What does rising interest rates mean for UK house prices?

IInterest rates are on the rise, with further increases expected in the coming months as the Bank of England seeks to contain inflation – which is expected to exceed 10% this year.

That number – the highest since 1982 – is rightly a cause for concern, but in the housing market, 10% price inflation can persist for long periods.

Ultra-low interest rates have made mortgage loans cheaper, inflating a housing bubble that has made home ownership a distant dream for many tenants in parts of the UK.

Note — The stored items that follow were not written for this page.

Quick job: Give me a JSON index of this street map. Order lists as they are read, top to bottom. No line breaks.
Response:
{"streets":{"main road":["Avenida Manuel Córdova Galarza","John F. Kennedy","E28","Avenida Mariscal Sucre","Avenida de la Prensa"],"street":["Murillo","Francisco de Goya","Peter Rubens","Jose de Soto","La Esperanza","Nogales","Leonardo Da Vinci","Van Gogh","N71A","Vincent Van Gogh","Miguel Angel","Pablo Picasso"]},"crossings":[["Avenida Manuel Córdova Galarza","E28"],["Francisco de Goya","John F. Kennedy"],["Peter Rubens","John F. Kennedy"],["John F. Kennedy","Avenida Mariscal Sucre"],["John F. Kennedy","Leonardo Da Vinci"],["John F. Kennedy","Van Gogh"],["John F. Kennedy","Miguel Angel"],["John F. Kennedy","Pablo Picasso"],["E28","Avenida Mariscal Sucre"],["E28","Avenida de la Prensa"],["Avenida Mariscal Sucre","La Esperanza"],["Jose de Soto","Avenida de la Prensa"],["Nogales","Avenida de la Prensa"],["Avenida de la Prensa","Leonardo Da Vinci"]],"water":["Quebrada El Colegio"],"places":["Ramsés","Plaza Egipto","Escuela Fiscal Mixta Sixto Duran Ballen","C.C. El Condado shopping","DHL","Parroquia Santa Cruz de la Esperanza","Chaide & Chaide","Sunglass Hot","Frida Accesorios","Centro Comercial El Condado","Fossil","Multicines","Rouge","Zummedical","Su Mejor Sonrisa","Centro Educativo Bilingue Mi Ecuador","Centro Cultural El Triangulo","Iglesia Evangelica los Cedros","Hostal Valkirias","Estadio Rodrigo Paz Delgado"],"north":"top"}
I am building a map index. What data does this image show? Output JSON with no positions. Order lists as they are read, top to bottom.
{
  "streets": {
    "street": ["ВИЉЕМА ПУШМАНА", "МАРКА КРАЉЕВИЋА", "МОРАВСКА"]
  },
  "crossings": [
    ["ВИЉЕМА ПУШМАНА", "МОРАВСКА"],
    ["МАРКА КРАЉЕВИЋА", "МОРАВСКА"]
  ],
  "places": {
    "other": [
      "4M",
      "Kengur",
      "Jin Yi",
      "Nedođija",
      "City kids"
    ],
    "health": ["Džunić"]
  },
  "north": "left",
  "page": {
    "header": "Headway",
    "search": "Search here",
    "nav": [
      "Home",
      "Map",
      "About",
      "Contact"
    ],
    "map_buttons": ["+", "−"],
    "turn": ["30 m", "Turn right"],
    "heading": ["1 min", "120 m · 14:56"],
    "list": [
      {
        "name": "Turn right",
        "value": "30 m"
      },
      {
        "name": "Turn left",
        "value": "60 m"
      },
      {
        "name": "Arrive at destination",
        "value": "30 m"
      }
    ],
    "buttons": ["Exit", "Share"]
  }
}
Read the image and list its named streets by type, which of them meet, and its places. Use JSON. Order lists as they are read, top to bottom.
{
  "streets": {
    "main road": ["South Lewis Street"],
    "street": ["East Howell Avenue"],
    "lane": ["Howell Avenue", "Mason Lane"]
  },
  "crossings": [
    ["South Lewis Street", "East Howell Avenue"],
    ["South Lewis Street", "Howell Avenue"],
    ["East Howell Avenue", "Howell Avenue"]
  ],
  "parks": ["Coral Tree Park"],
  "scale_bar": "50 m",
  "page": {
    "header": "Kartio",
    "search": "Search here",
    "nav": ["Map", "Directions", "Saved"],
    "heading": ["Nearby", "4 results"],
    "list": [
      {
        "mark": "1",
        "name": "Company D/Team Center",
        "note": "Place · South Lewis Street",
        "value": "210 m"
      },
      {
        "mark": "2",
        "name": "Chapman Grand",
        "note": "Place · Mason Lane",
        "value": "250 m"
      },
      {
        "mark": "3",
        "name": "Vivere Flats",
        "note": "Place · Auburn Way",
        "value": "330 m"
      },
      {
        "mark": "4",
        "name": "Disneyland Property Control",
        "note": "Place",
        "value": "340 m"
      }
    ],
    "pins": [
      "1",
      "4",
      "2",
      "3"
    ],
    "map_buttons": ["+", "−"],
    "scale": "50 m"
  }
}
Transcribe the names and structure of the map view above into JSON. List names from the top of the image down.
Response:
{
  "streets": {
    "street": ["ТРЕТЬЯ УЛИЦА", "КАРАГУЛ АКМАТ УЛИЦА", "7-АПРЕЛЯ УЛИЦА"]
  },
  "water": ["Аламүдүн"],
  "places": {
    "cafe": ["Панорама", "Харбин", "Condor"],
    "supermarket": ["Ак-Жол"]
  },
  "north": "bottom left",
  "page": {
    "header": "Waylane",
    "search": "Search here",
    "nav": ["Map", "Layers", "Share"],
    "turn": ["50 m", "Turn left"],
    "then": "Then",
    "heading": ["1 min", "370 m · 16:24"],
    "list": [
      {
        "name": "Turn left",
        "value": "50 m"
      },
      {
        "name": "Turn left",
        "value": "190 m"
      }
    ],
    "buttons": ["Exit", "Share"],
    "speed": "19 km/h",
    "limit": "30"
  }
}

So will higher interest rates help cool the country’s runaway housing market?

What is the latest data on UK house prices?

Figures released by Halifax on Friday, relating to a period before the Bank of England raised rates, show that there were not many signs of a slowdown in April.

Despite fears about the cost of living and huge increases in energy bills, house prices rose by 1.1 percent (about £3,000) from March.

The median house price hit £286,079 after the 10th consecutive monthly rise in prices, marking the longest period of increases in six years.

Halifax said a “space race” that began during the pandemic is likely to continue as people move from apartments in cities to larger homes in more rural areas.

The price increase in April was slightly slower than the 1.4% recorded in March, but the annual increase was still 10.8%, well above average wage increases.

Some analysts had expected the price increases to subside after the stamp duty holiday ended last year. This did not happened.

There are more signs that prices may not fall in the near future. The number of sales jumped 28 percent in April compared to January.

Realtor Chestertons said it saw a 31% increase in the number of people who registered to attend exhibitions at its London branches.

Chief executive Guy Gittins said there is now a “market of strong sellers” and that the number of sellers willing to lower their selling prices has dropped by 38% in the past year.

“The high volume of sales agreed in April created a challenging workload for lawyers and banks, which affected the time it took to finalize a sale,” he said.

Rising interest rates will affect some buyers’ ability to buy a home, but the effect may be limited.

What is driving UK house price increases?

Prices were inflated by the supply of cheap credit. Although rates are increasing, they still remain very low by historical standards. Buyers with a large deposit can still get a two-year fixed deal at an upfront fee of around 2%.

The supply of houses also remains an issue. There aren’t enough properties that people want in the areas they want.

There is now a clear dividing line in the market between homes, which are in high demand, and apartments, which are proving more difficult to sell in many areas.

The UK planning system has been blamed for slowing the process of building new properties and restricting supply.

The government’s proposals to radically overhaul the system and replace it with a zoning model that would automatically approve developments in designated areas have proved controversial. Some reports suggest that ministers will abandon the changes.

Large developers are also being criticized for hoarding large amounts of land that may not be used for construction for years. Meanwhile, developers profit from land tenure as values ​​continue to rise while the supply of new homes is limited.

These factors will not be affected by the increase in interest rates.

What’s Next for UK House Prices?

Housing experts are divided on where home prices will go next, but few are predicting a drop this year.

The question is how quickly prices will continue to rise.

Tom Bill, head of UK residential research at Knight Frank, said the recent period of price growth appears to have peaked last month.

“We don’t expect prices to come down, but presumably we’re in the last month or two of double-digit annual growth,” he said.

“The psychological impact of a rising base rate above 1%, higher mortgage rates, a cost-of-living squeeze and gradual supply reconstruction will all contribute to the slowdown as home prices return to ground later this year. ”

Halifax expects home price growth to slow further as affordability becomes more stretched.

“The home price/income ratio is already at an all-time high, and with interest rates rising and inflation tightening household budgets even further, it remains likely that the rate of growth in home prices will continue to rise. decrease by the end of this year,” he said. Russell Galley, managing director of Halifax.

Capital Economics is also forecasting a sharp slowdown in price growth towards the end of the year.

Leave a Reply

Your email address will not be published.